It looks good, it sounds good and they are professing the right things.

They have a great website and they are getting to know all the right people.

The word rings out, join!

The problem is, does the fluff make up for being exploited by someone who is an attention seeker and nothing of what they say?

Perhaps they have been known in the community prior but have tuned out for a long time for whatever reason.

In the interim, their online hierarchy has learned the nature of the person and who and what they really are and who they are not so they reject them but don’t pass it around the gamut of people involved in said subculture.

This person will regroup and start another organization and offer tantalizing items to attract attention and get new converts. Their whole persona takes on a new face to attract a new and even old group of people with the same erroneous ideas and fakery but to do that by appealing to the “cool” factor.

This happens all the time, but generally certain people in particular and unless people are blinded to what is going on it can only be accounted for by the “herd mentality” and a yearning to be apart of something, anything even if they know it is fake.

Don’t we ever question anything or just those that tend to be conflicting to accepted viewpoints?

The vampire subculture is permeated with a myriad of people pretending to be something they are not, others who want to be in the forefront which appears to be a control issue and a variety of attractors.

Many are saying all they want is to help the community but it is based solely on whether those they are helping have arrived at the same conclusions concerning the vampyre and the origins, feeding and general beliefs they have in common regardless of their veracity.

When you see one group using a certain type of organizational set-up, it is like dominos lined up and all of them fall in line together. It is the way to do things and the way to name things and of course we need some sort of rules. Rather than be individual certain people decide to create something and whether one likes it or not it becomes the holy writ of the culture.
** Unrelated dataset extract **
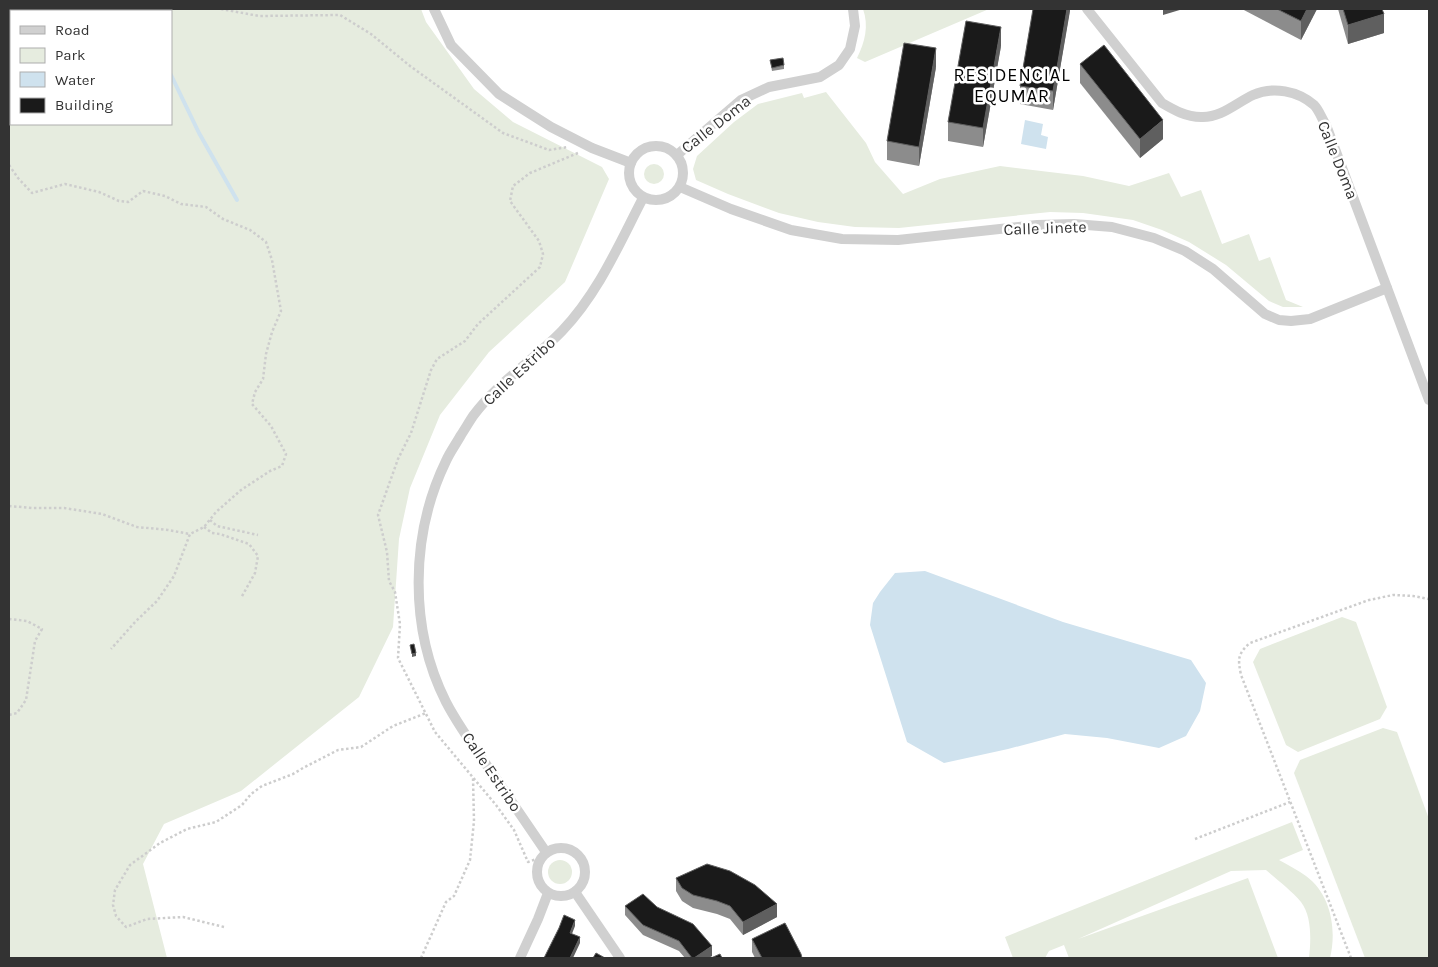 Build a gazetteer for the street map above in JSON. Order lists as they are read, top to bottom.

It is the same for anyone else in the community that writes something or creates something others think are “cool” and the queue is formed and everyone wants to follow the leader.

The most interesting factor is how the individuals get deemed the leader? I call it schmoozing. Obviously they wrote books, were seen on television or created groups on any one of the social sites. They may have merely created their own website with bells and whistles. The sad thing is that because of this mentality anyone can come onto the internet and proclaim to be a sovereign of some ancient council or order and in the know and if it sounds legitimate it is accepted every single time.

The networking begins and all of a sudden this person becomes well known in the culture and voila this legitimizes them even if they are attention seekers and opportunists and nothing more. There are the rare cases where this doesn’t happen in one segment of the subculture.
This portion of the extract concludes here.